We’re investing today in two new capabilities. We are going to be an advertising company, and we are going to be a devices company. Being an advertising company means learning about online and operational efficiency. Advertising is a new business model. Now we don’t just talk about ISVs, we talk about publishers.

+ Transcript and Link to Video: Kevin Johnson, President, Platforms and Services Division (
Most of Johnson’s presentation focuses on advertising. He says:

In this last year, I’ve really amplified my personal focus on building this new core business around online advertising.

+ Transcript and Link to Video: Robbie Bach, President, Entertainment and Devices Division
Several points on advertising.

+ Transcript and Link to Video: Ray Ozzie, Chief Technical Officer
Worth reading/watching.

+ Transcript and Link to Video: Craig Mundie, Chief Research & Strategy Officer

The machine will become contextually aware. It essentially has infinite memory or recall capability, and the whole model of search at the global scale is just sort of an indication that there’s not really that much limitation to what we can remember and our ability to go find it. The question is we don’t find it in a way that makes it generally useful to people to build new applications.
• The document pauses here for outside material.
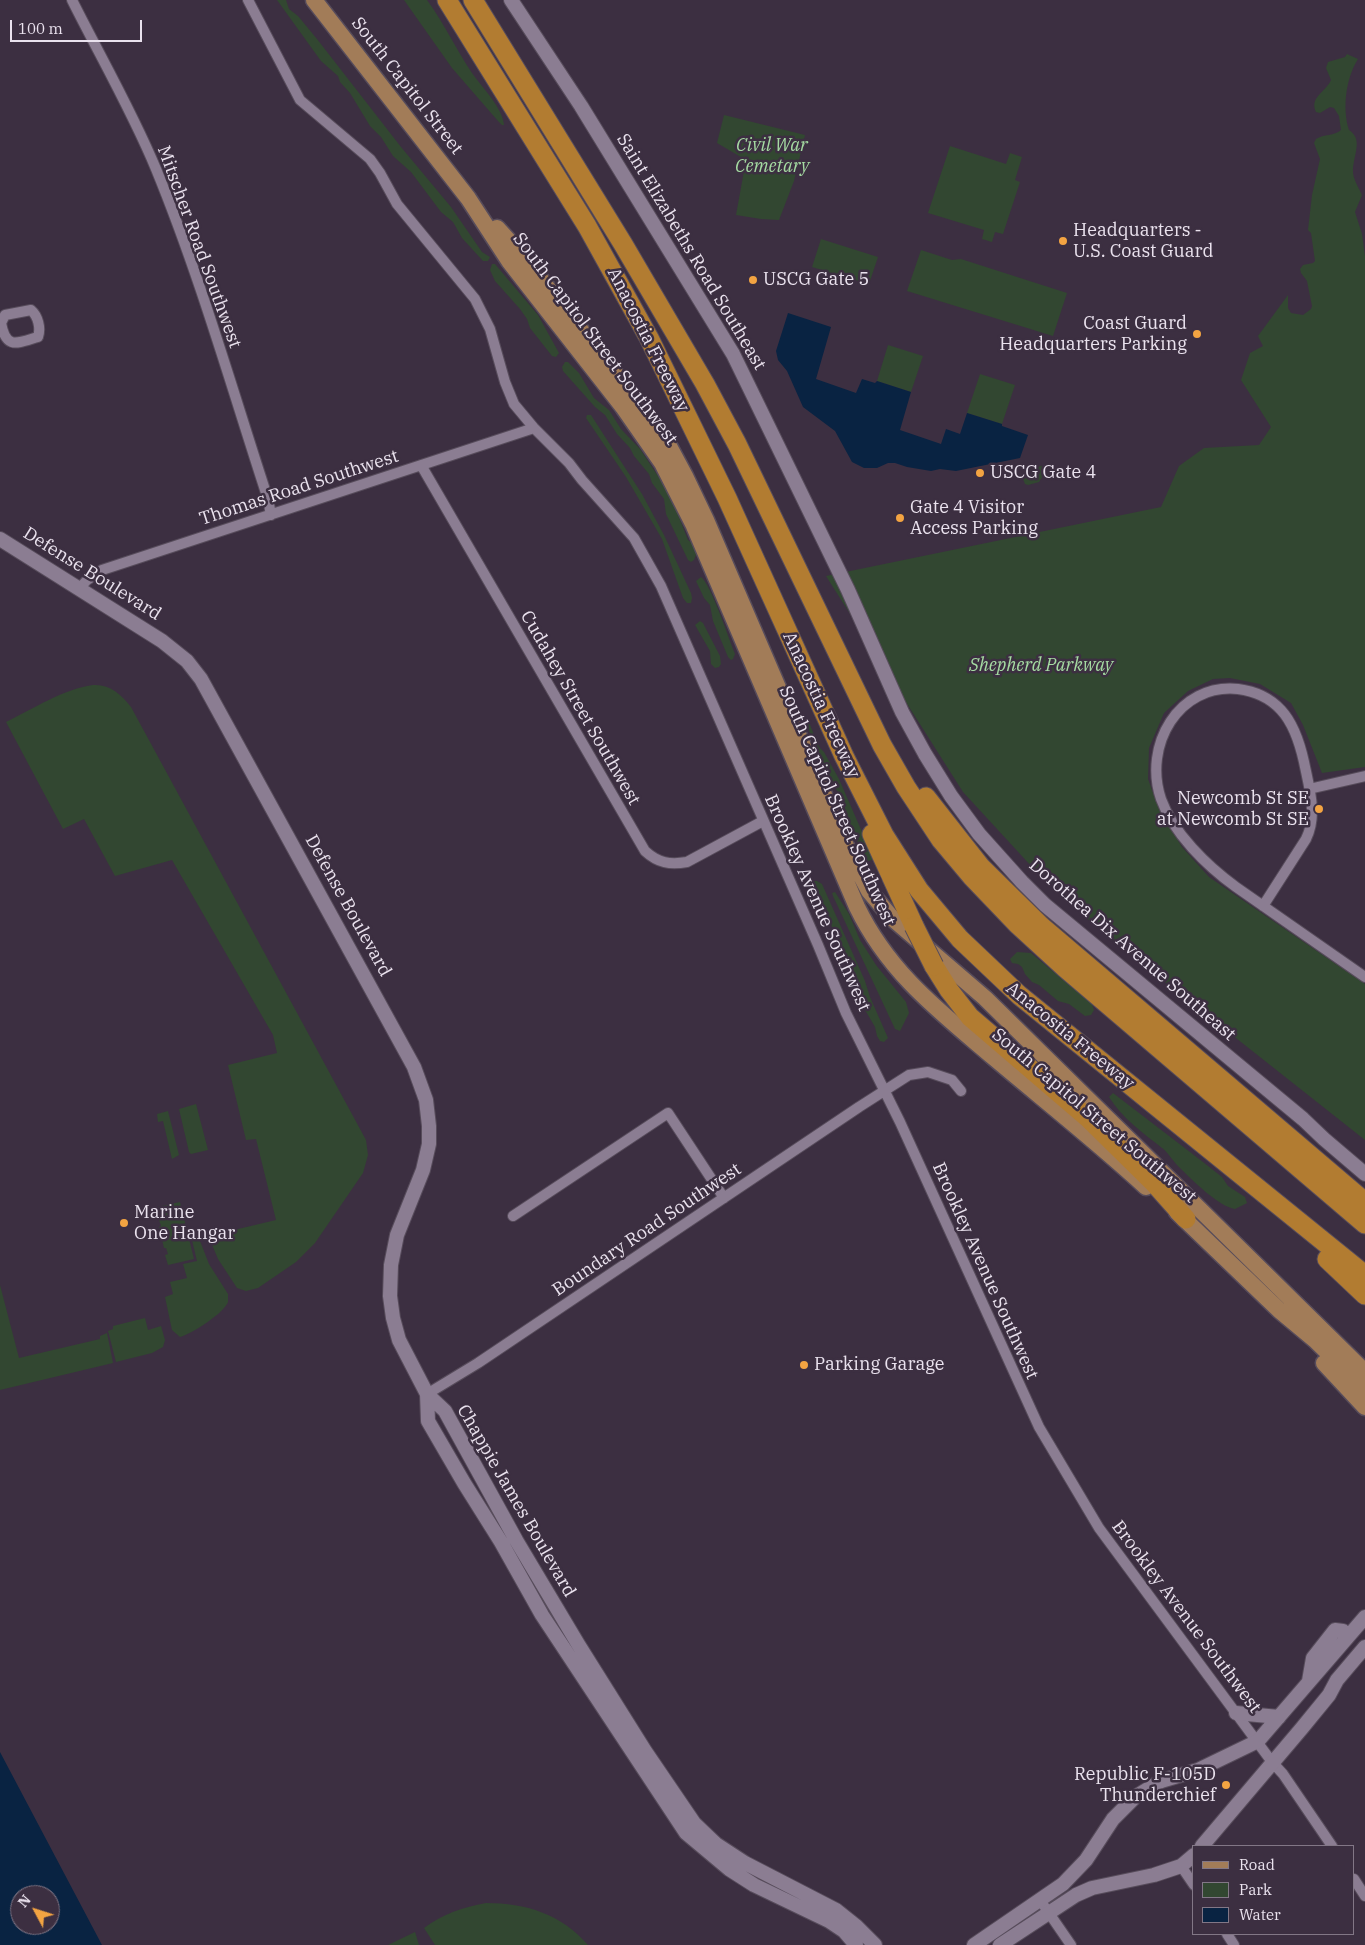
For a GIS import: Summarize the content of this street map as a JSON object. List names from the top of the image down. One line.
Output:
{"streets":{"highway":["Anacostia Freeway"],"main road":["South Capitol Street","South Capitol Street Southwest"],"street":["Mitscher Road Southwest","Saint Elizabeths Road Southeast","Thomas Road Southwest","Defense Boulevard","Cudahey Street Southwest","Brookley Avenue Southwest","Dorothea Dix Avenue Southeast","Boundary Road Southwest","Chappie James Boulevard"]},"crossings":[["South Capitol Street","South Capitol Street Southwest"],["Mitscher Road Southwest","Thomas Road Southwest"],["Saint Elizabeths Road Southeast","Dorothea Dix Avenue Southeast"],["Thomas Road Southwest","Defense Boulevard"],["Thomas Road Southwest","Cudahey Street Southwest"],["Thomas Road Southwest","Brookley Avenue Southwest"],["Defense Boulevard","Boundary Road Southwest"],["Defense Boulevard","Chappie James Boulevard"],["Cudahey Street Southwest","Brookley Avenue Southwest"],["Brookley Avenue Southwest","Boundary Road Southwest"],["Boundary Road Southwest","Chappie James Boulevard"]],"parks":["Civil War Cemetary","Shepherd Parkway"],"places":["Headquarters - U.S. Coast Guard","USCG Gate 5","Coast Guard Headquarters Parking","USCG Gate 4","Gate 4 Visitor Access Parking","Newcomb St SE at Newcomb St SE","Marine One Hangar","Parking Garage","Republic F-105D Thunderchief"],"legend":["Road","Park","Water"],"scale_bar":"100 m","north":"top left"}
So the second thing that will happen – and here by “context” I mean not only what you do but the environment in which the machine sits – you know, sensors, video sensors, audio sensors – these all will essentially accumulate context and define the environment.
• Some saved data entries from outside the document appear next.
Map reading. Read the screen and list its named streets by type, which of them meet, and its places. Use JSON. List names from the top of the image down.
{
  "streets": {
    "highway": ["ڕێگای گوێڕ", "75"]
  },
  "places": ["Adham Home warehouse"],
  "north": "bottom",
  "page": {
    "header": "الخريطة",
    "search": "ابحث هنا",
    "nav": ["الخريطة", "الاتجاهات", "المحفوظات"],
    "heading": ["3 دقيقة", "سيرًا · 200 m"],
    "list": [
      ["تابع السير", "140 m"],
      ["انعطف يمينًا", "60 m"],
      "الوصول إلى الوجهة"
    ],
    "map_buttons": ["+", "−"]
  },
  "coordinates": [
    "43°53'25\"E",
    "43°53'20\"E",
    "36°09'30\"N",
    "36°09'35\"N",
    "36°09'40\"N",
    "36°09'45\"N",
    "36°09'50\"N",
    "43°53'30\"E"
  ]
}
+ Transcript and Link to Video: Discussion and Questions: Ozzie and Mundie

+ Transcript and Link to Video: Executive Discussion: Ballmer, Gates, and Liddell
Some talk about advertising.
Ballmer says:

On the consumer side our ability to monetize after market a PC with application — I mean, we do better than anybody else selling software. We sell a reasonable amount of Office. You can buy Office for home, student-type use for just over a hundred bucks. And yet most of the Office you would find on home computers has been pirated. And so the notion of being able to monetize — and monetize — I’m not talking about Office now, but in general, advertising is a potential better monetization source in a market where piracy is high; I think we have net opportunity, particularly consumer and tiny businesses, home businesses, et cetera, to actually increase revenue on everything we do that’s application-related, because of the move to software plus services.